Si conclude anzitempo il mandato di Gabriele Gravina alla guida della Federazione Italiana Giuoco Calcio. Il presidente ha formalizzato oggi le proprie dimissioni nel corso di un incontro tenutosi presso la sede federale di Roma, alla presenza dei vertici delle principali componenti del calcio italiano.
La riunione ha visto la partecipazione di Ezio Maria Simonelli per la Lega Calcio Serie A, Paolo Bedin per la Lega B, Matteo Marani per la Lega Pro, Giancarlo Abete per la Lega Nazionale Dilettanti, Umberto Calcagno per l'Associazione Italiana Calciatori e Renzo Ulivieri per l'Associazione Italiana Allenatori di Calcio. A tutti loro Gravina ha comunicato ufficialmente la decisione di lasciare l'incarico che gli era stato affidato appena due mesi fa, nel febbraio 2025.

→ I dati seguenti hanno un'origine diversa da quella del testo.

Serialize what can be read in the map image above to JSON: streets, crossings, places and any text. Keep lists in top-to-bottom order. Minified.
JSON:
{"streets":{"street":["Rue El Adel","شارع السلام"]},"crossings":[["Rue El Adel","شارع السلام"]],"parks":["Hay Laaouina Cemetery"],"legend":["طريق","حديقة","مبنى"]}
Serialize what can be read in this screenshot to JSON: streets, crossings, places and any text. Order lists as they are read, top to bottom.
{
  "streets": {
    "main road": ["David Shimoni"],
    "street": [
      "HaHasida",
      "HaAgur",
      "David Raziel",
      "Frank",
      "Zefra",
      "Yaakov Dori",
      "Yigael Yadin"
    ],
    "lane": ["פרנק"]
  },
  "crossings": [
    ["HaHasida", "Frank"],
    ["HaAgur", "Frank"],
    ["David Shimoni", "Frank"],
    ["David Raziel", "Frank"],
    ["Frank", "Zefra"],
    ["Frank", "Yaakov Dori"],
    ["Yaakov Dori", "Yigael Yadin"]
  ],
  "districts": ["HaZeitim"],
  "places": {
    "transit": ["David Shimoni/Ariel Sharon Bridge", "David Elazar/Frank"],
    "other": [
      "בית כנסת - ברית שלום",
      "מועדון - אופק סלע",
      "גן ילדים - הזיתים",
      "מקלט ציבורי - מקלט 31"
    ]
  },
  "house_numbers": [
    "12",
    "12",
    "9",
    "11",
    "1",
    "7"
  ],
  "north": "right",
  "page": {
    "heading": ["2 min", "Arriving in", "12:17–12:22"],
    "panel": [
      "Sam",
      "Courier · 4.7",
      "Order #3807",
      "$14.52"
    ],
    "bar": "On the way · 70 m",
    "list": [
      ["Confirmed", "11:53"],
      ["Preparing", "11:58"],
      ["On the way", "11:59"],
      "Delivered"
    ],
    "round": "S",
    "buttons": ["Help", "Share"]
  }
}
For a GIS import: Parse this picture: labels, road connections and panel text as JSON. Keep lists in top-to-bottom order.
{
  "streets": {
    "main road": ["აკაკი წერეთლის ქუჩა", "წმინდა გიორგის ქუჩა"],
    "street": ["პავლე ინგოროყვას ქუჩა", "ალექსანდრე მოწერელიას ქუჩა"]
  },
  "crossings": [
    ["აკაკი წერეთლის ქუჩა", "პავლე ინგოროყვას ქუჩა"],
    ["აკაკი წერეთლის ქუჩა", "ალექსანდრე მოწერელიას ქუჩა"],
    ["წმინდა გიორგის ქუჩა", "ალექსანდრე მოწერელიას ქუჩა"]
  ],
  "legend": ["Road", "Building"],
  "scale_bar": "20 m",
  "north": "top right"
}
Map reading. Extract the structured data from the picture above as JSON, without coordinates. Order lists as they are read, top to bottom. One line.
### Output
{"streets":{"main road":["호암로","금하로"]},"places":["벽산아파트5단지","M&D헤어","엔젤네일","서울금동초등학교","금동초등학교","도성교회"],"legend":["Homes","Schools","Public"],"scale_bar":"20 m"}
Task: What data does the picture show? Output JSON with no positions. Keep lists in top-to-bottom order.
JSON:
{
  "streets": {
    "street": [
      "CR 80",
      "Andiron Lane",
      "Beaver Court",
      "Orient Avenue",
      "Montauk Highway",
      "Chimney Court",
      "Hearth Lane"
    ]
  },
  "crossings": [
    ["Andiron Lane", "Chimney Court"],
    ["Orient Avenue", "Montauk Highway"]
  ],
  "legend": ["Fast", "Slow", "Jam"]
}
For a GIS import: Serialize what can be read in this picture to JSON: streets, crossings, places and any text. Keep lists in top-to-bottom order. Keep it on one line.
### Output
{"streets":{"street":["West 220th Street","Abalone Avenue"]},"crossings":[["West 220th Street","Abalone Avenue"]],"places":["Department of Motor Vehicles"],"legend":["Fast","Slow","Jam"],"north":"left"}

Contestualmente all'annuncio delle dimissioni, il presidente uscente ha provveduto a convocare l'Assemblea Straordinaria Elettiva della FIGC, fissata per il 22 giugno prossimo nella capitale. La scelta della data risponde a precise esigenze statutarie e operative: garantire alla futura governance federale il tempo necessario per completare le procedure di iscrizione ai campionati professionistici della prossima stagione, evitando così qualsiasi rischio di vuoto istituzionale in una fase delicata dell'anno sportivo.
Durante l'incontro odierno, Gravina ha voluto esprimere gratitudine nei confronti delle componenti federali per il sostegno ricevuto, sia pubblicamente che privatamente, in questo periodo. Un ringraziamento che testimonia come, nonostante la decisione di dimettersi, i rapporti con i vertici del movimento calcistico italiano restino improntati alla collaborazione.
Il presidente uscente ha inoltre comunicato ai presenti la propria disponibilità a presentarsi in audizione presso la VII Commissione Cultura, Scienza e Istruzione della Camera dei deputati. L'appuntamento è fissato per l'8 aprile alle ore 11, quando Gravina illustrerà ai parlamentari una relazione approfondita sullo stato di salute del calcio italiano. L'intervento toccherà sia i punti di forza che le criticità del movimento, riprendendo e ampliando alcuni temi già affrontati nella conferenza stampa seguita alla partita della Nazionale disputata a Zenica martedì 31 marzo scorso.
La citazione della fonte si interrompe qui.